Statistical inference

At the start

We begin today with an exploration into statistical inference.

Statistical inference is the process of drawing conclusions from truths

Truths are boring, but they are convenient.

  • however, for most problems truths require a lot of calculations, tallying or a complete census.
  • therefore, a proxy of the truth is in most cases sufficient
  • An example for such a proxy is a sample
  • Samples are widely used and have been for a long time1

Being wrong about the truth

  • The population is the truth
  • The sample comes from the population, but is generally smaller in size
  • This means that not all cases from the population can be in our sample
  • If not all information from the population is in the sample, then our sample may be wrong


    Q1: Why is it important that our sample is not wrong?
    Q2: How do we know that our sample is not wrong?

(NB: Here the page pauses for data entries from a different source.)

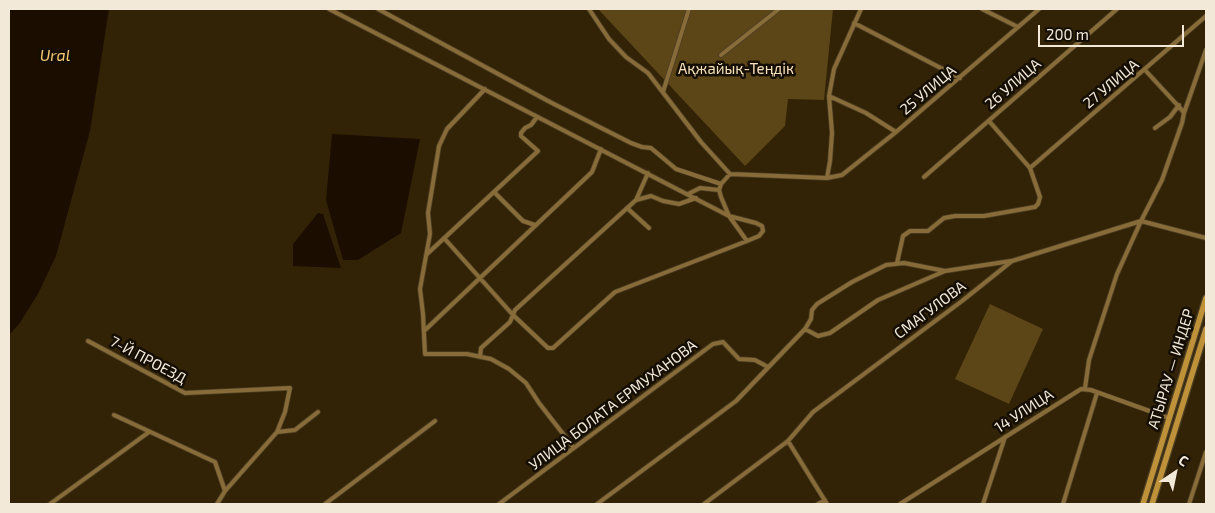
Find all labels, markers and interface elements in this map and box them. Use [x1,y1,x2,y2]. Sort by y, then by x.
scale bar [1040,15,1186,47]
text: 200 m [1046,25,1089,43]
water label: Ural [40,46,70,66]
street label: 26 УЛИЦА [981,55,1045,113]
street label: 27 УЛИЦА [1080,56,1142,112]
park label: Ақжайық-Теңдік [678,60,794,78]
street label: 25 УЛИЦА [896,61,960,119]
street label: СМАГУЛОВА [891,277,969,343]
street label: АТЫРАУ — ИНДЕР [1144,307,1198,431]
street label: 7-Й ПРОЕЗД [107,332,189,388]
street label: УЛИЦА БОЛАТА ЕРМУХАНОВА [526,336,700,474]
street label: 14 УЛИЦА [991,385,1057,437]
north arrow [1150,448,1200,498]
text: С [1175,451,1192,469]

Solving the missingness problem

  • There are many flavours of sampling
  • If we give every unit in the population the same probability to be sampled, we do random sampling
  • The convenience with random sampling is that the missingness problem can be ignored
  • The missingness problem would in this case be: not every unit in the population has been observed in the sample


Q3: Would that mean that if we simply observe every potential unit, we would be unbiased about the truth?

Sidestep

  • The problem is a bit larger

  • We have three entities at play, here:

    1. The truth we’re interested in
    2. The proxy that we have (e.g. sample)
    3. The model that we’re running
  • The more features we use, the more we capture about the outcome for the cases in the data

Sidestep

  • The more cases we have, the more we approach the true information

All these things are related to uncertainty. Our model can still yield biased results when fitted to \(\infty\) features. Our inference can still be wrong when obtained on \(\infty\) cases.

Sidestep

Core assumption: all observations are bonafide

Uncertainty

Uncertainty simplified

When we do not have all information:

  1. We need to accept that we are probably wrong
  2. We just have to quantify how wrong we are

In some cases we estimate that we are only a bit wrong. In other cases we estimate that we could be very wrong. This is the purpose of testing.

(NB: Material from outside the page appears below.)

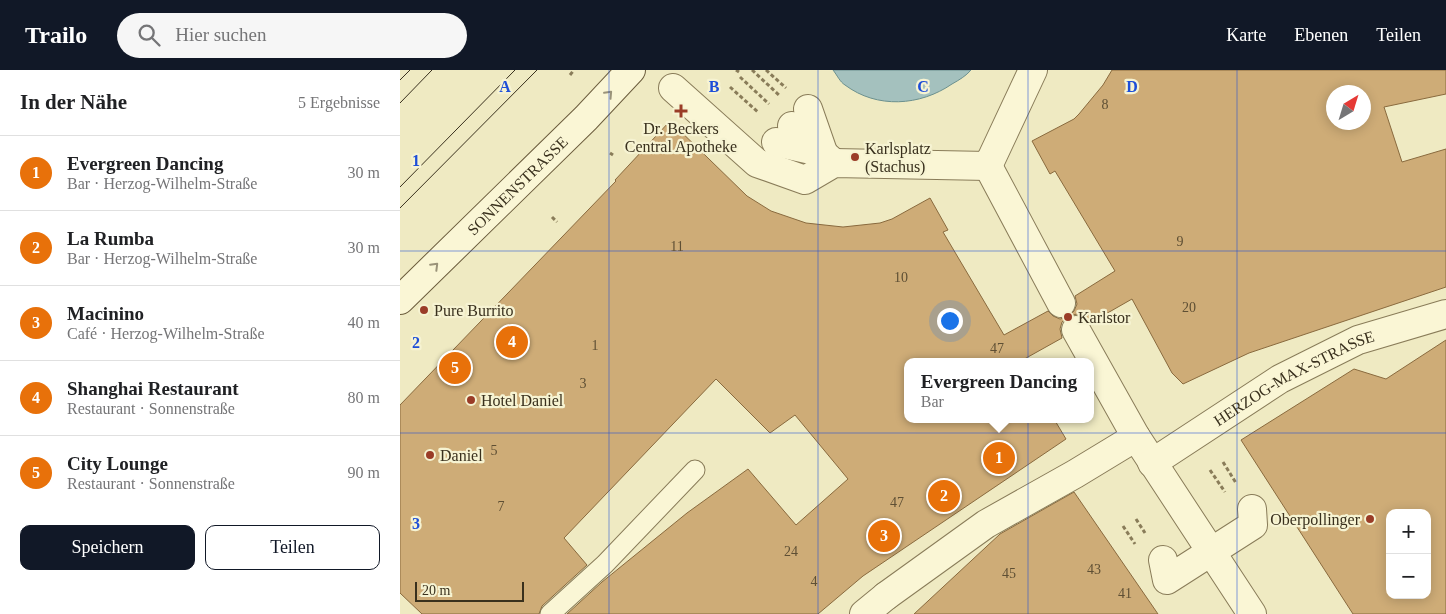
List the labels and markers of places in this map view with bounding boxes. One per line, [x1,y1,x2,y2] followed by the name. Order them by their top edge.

The uncertainty measures about our estimates can be used to create intervals

Confidence intervals

Confidence intervals can be hugely informative!

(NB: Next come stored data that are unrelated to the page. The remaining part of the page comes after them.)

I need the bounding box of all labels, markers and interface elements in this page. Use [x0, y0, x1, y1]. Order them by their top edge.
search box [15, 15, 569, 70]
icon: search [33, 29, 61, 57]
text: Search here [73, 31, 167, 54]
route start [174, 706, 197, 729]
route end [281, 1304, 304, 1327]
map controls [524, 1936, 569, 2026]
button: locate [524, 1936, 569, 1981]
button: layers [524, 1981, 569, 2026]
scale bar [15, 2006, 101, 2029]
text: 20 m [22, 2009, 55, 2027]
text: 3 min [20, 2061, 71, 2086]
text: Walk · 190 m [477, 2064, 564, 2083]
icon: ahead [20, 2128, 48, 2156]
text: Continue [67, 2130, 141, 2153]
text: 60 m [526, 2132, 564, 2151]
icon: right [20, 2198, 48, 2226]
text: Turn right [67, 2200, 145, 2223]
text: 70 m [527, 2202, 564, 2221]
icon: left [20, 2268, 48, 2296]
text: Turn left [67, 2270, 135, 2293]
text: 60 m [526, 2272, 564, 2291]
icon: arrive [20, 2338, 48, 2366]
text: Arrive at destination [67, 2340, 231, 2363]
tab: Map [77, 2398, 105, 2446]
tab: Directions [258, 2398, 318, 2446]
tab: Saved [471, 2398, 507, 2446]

If we sample 100 samples from a population, then a 95% CI will cover the population value at least 95 out of 100 times.

  • If the coverage \(<95\): bad estimation process with risk of errors and invalid inference

  • If the coverage \(\geq 95\): inefficient estimation process, but correct conclusions and valid inference. Lower statistical power.

Being wrong may help

The holy trinity

Whenever I evaluate something, I tend to look at three things:

  • bias (how far from the truth)
  • uncertainty/variance (how wide is my interval)
  • coverage (how often do I cover the truth with my interval)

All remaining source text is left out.